The system, the social contract, demands corruption because we accept nothing else.

Thursday, September 03, 2015

Aylan Kurdi, Chris Alexander, refugee futures

Normally, I think I'd have a certain amount of satisfaction in watching a journalist like Rosemary Barton disassemble a Harper-weasel like Chris Alexander.  But I can't today. Aylan Kurdi, 3, was found dead on a beach, drowned along with his brother Galip, and mother Rehan. Their father and husband, Abdullah, returning to Syria with their bodies after he was desperately unable to save them.

Chris Alexander was apparently personally handed this family's refugee claim file, later rejected. A normal person would spend the next week haunted and sleepless, vomiting at his own reflection and drafting his resignation from politics, but I doubt this is the case.
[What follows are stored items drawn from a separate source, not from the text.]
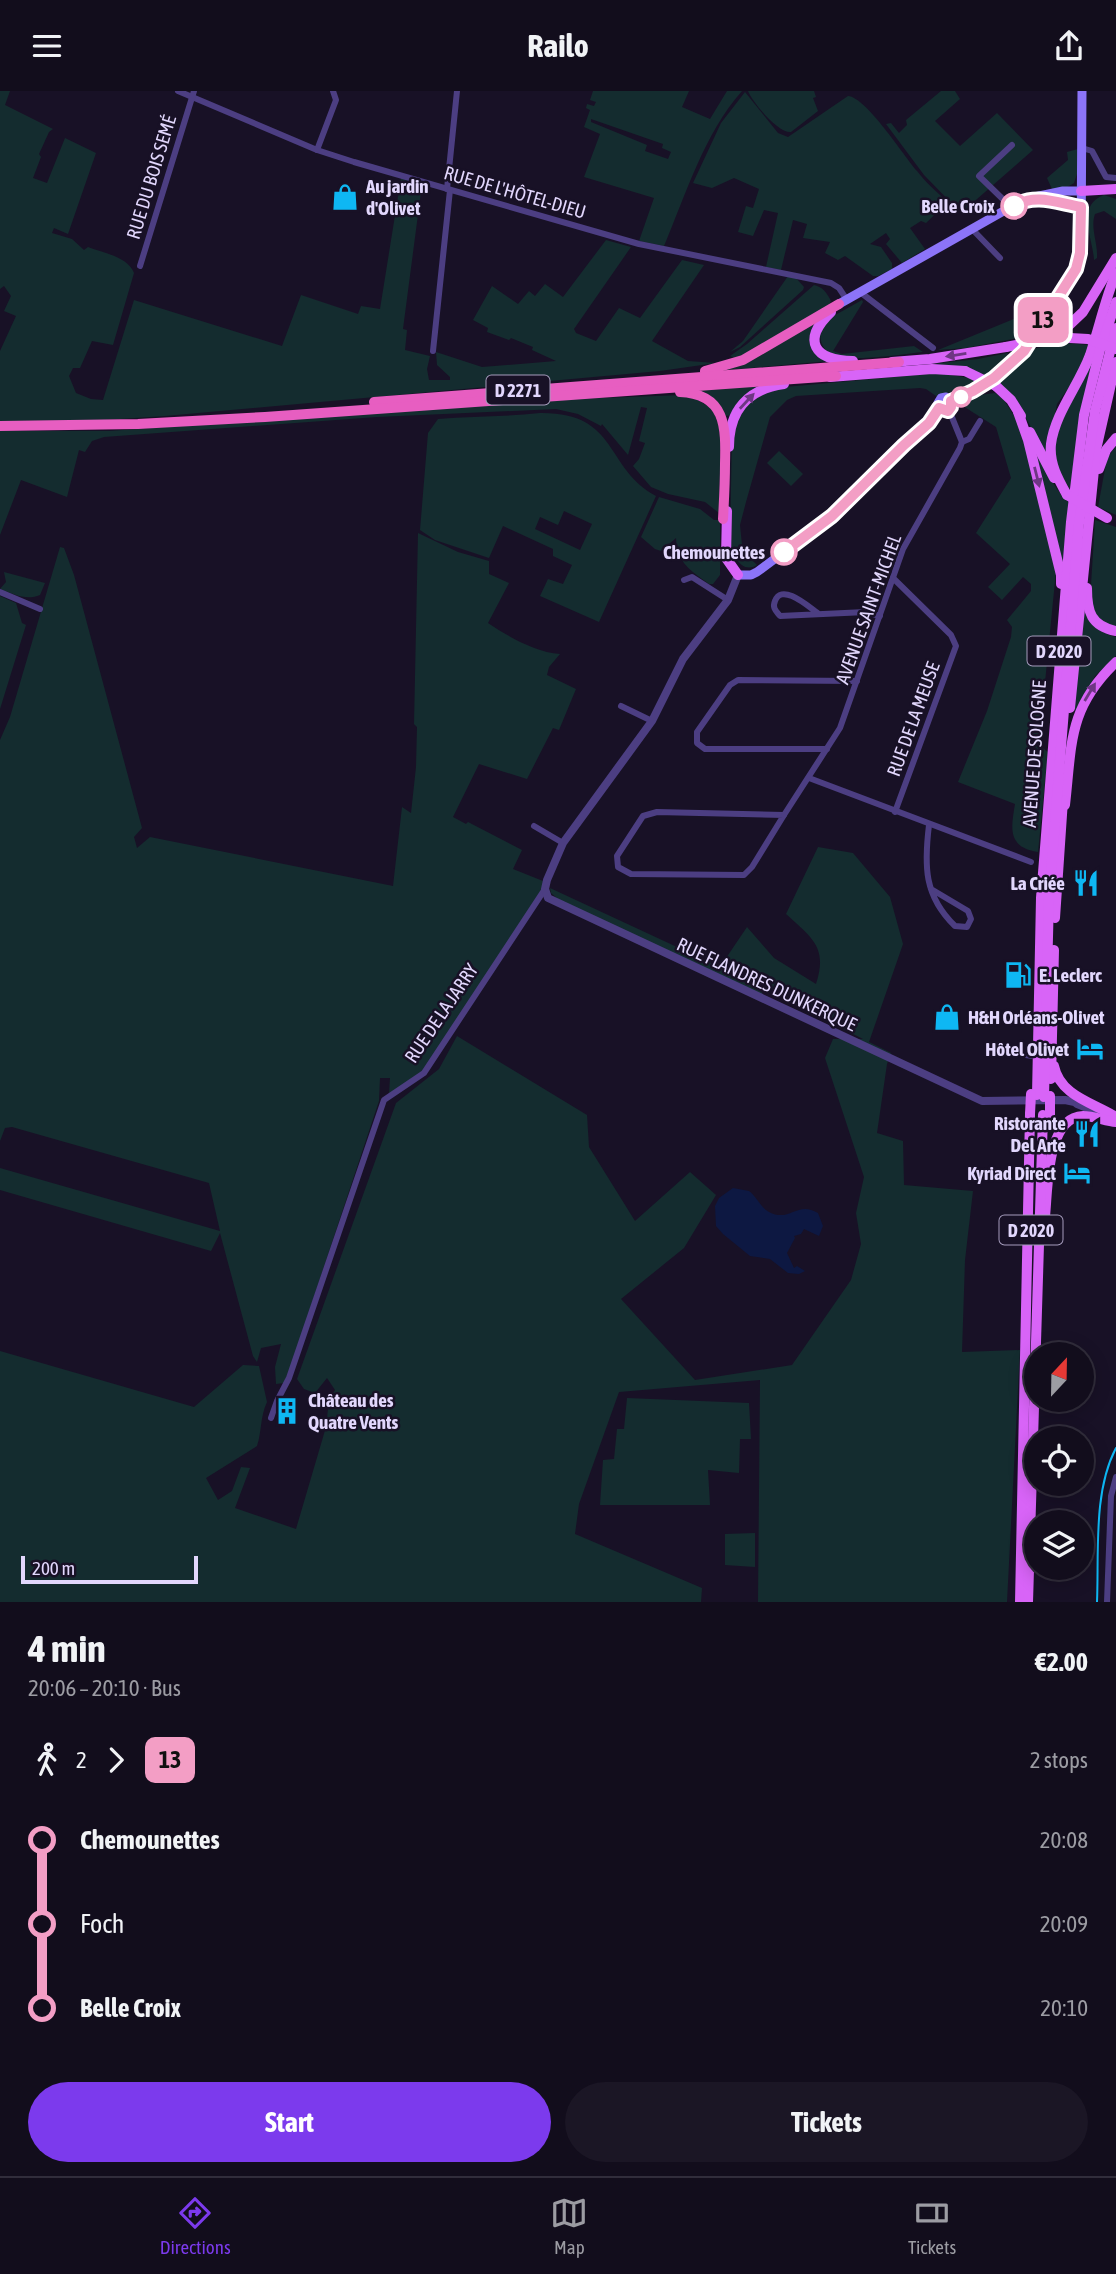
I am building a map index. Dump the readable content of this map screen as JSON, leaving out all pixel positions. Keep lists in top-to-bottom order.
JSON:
{
  "streets": {
    "highway": ["D 2271"],
    "main road": ["D 2020", "AVENUE DE SOLOGNE"],
    "street": [
      "RUE DU BOIS SEMÉ",
      "RUE DE L'HÔTEL-DIEU",
      "AVENUE SAINT-MICHEL",
      "RUE DE LA MEUSE",
      "RUE FLANDRES DUNKERQUE",
      "RUE DE LA JARRY"
    ]
  },
  "crossings": [
    ["RUE DU BOIS SEMÉ", "RUE DE L'HÔTEL-DIEU"],
    ["AVENUE SAINT-MICHEL", "RUE DE LA MEUSE"],
    ["D 2020", "AVENUE DE SOLOGNE"],
    ["D 2020", "RUE FLANDRES DUNKERQUE"],
    ["RUE FLANDRES DUNKERQUE", "RUE DE LA JARRY"]
  ],
  "places": {
    "shop": ["Au jardin d'Olivet", "H&H Orléans-Olivet"],
    "other": ["Belle Croix", "Chemounettes"],
    "restaurant": ["La Criée", "Ristorante Del Arte"],
    "fuel station": ["E. Leclerc"],
    "hotel": ["Hôtel Olivet", "Kyriad Direct"],
    "building": ["Château des Quatre Vents"]
  },
  "lines": ["bus line 13"],
  "scale_bar": "200 m",
  "north": "top",
  "page": {
    "header": "Railo",
    "on_map": "13",
    "scale": "200 m",
    "heading": ["4 min", "20:06 – 20:10 · Bus", "€2.00"],
    "legs": ["2", "13", "2 stops"],
    "list": [
      {
        "name": "Chemounettes",
        "value": "20:08"
      },
      {
        "name": "Foch",
        "value": "20:09"
      },
      {
        "name": "Belle Croix",
        "value": "20:10"
      }
    ],
    "buttons": ["Start", "Tickets"],
    "tabs": ["Directions", "Map", "Tickets"]
  }
}
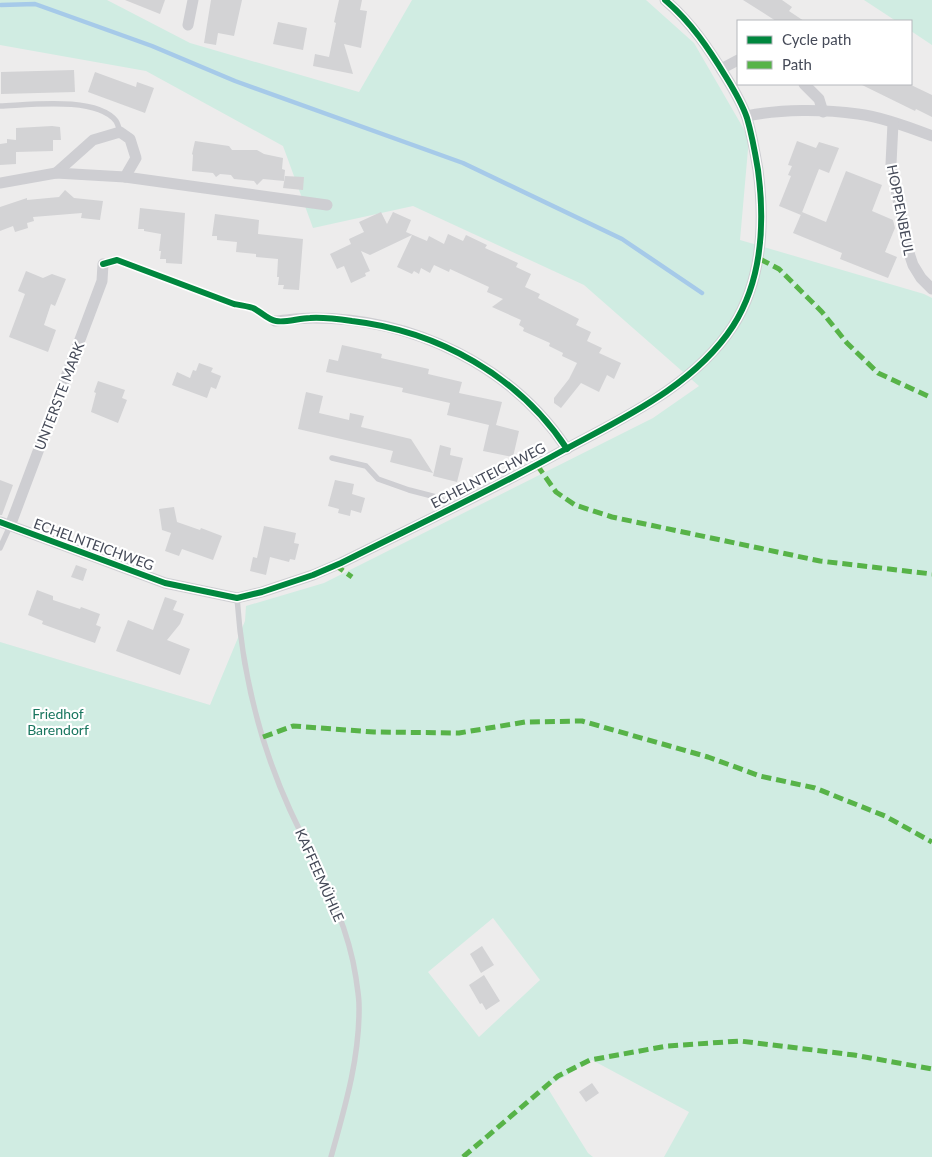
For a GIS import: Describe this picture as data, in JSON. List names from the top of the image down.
{
  "streets": {
    "street": ["HOPPENBEUL", "UNTERSTE MARK", "ECHELNTEICHWEG"],
    "lane": ["KAFFEEMÜHLE"]
  },
  "crossings": [
    ["UNTERSTE MARK", "ECHELNTEICHWEG"],
    ["ECHELNTEICHWEG", "KAFFEEMÜHLE"]
  ],
  "parks": ["Friedhof Barendorf"],
  "legend": ["Cycle path", "Path"]
}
This will have happened before, as just about every rejected claim from a Syrian, or an Afghan, or an Iraqi might well condemn them to die in the Med, under an ISIS sword, or an RCAF bomb.

But now there are faces and names assigned to four desperate people fleeing ISIS, three whom could've been alive and safe if it weren't for some fucking misanthropic Conservative "policy". The fourth will return to Syria and, like his country, probably never recover.
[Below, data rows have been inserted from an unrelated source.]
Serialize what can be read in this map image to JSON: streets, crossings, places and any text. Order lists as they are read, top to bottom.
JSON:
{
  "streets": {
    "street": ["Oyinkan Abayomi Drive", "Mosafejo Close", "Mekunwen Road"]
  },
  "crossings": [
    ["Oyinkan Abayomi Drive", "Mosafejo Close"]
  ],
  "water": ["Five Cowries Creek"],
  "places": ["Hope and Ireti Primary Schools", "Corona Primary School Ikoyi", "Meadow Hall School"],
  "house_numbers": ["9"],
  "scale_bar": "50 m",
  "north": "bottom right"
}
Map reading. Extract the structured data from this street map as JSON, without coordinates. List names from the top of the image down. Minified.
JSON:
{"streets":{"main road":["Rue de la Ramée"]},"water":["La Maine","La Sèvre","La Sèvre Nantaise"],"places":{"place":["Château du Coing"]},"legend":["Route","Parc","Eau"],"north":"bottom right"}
Here's the thing. This is the just the beginning of another great migration. In the coming decades, war, poverty, and environmental change are going to drive millions of people toward anywhere that looks like a refuge. The rich, liberal, tolerant, countries are the obvious and only real choices. Most other countries are ethnocentric and will shoot them at the border. Hell, the Hungarian government eventually just might.
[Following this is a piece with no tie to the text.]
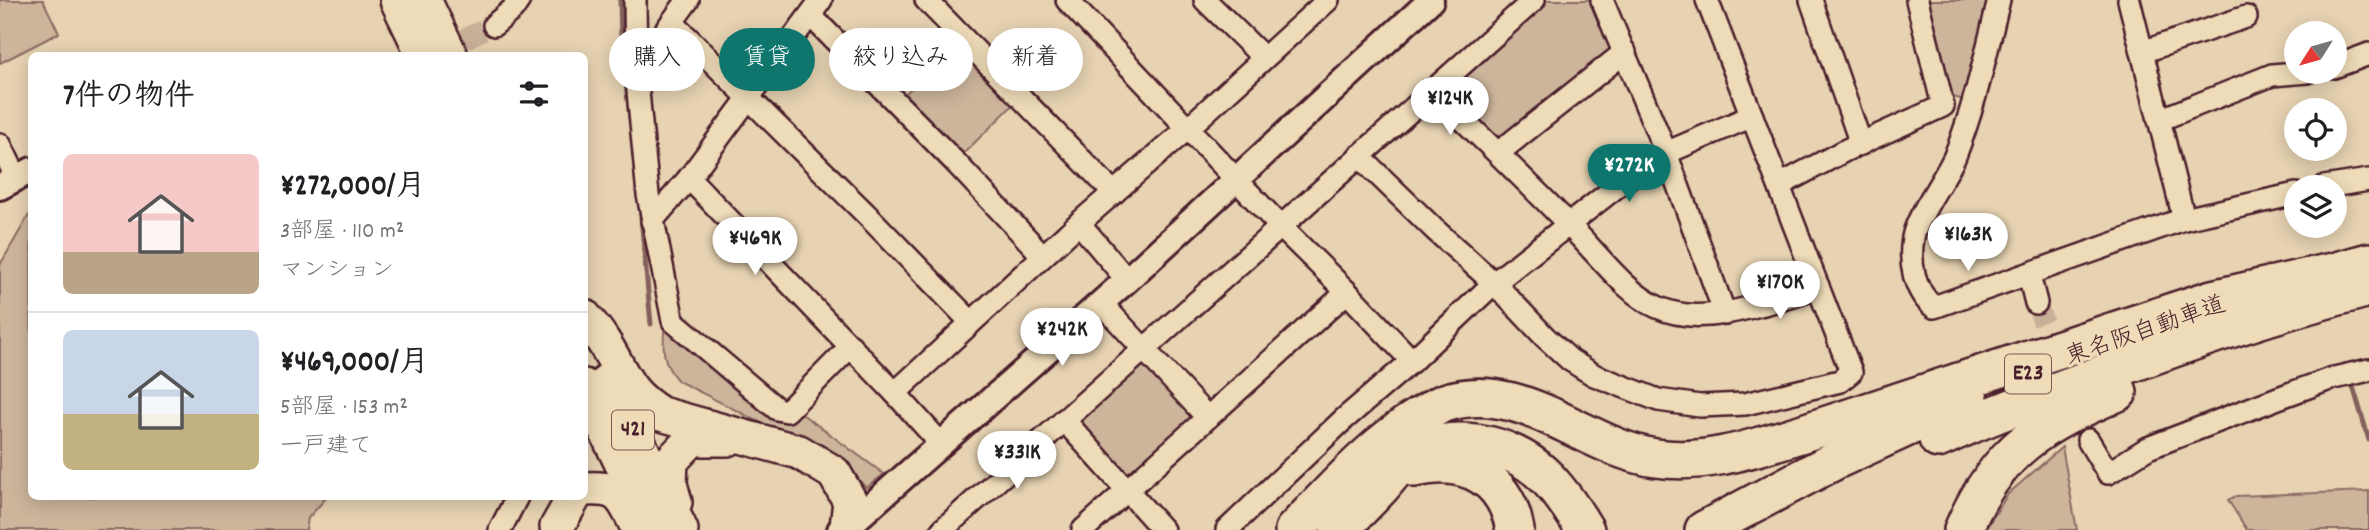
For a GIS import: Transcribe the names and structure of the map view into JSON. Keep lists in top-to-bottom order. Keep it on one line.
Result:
{"streets":{"highway":["東名阪自動車道","E23","421"]},"north":"bottom left","page":{"chip":["購入","賃貸","絞り込み","新着"],"heading":"7件の物件","price":["¥124K","¥272K","¥163K","¥469K","¥170K","¥242K","¥331K"],"list":[{"name":"¥272,000/月","note":"3部屋 · 110 m² · マンション"},{"name":"¥469,000/月","note":"5部屋 · 153 m² · 一戸建て"}]}}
We in the rich countries have a choice: open our doors and let our fellow humans live, or shut them and be prepared to watch as hundreds of millions if not billions die.

Things are different now.

Friday, August 21, 2015

Rearguard election

Harper wanted a long campaign to spend his warchest. Great. All other things being equal, that would have helped him in his offensive attack-attack-attack approach to elections.

Now, barely a few weeks in, events at the Duffy trial have turned that strategy on its head. It's a defensive action they are fighting now. The opposition parties scarcely matter because Duffy has nothing to do with them.

It's all Harper.

Exquisitely so, as a few words from former PMO lawyer Benjamin Perrin surgically dismantled Party lies claims (and possibly even the Crown, although it is too soon tell) case in his testimony at the Duffy trial, stating that PM ignored his legal advice on Senate appointments.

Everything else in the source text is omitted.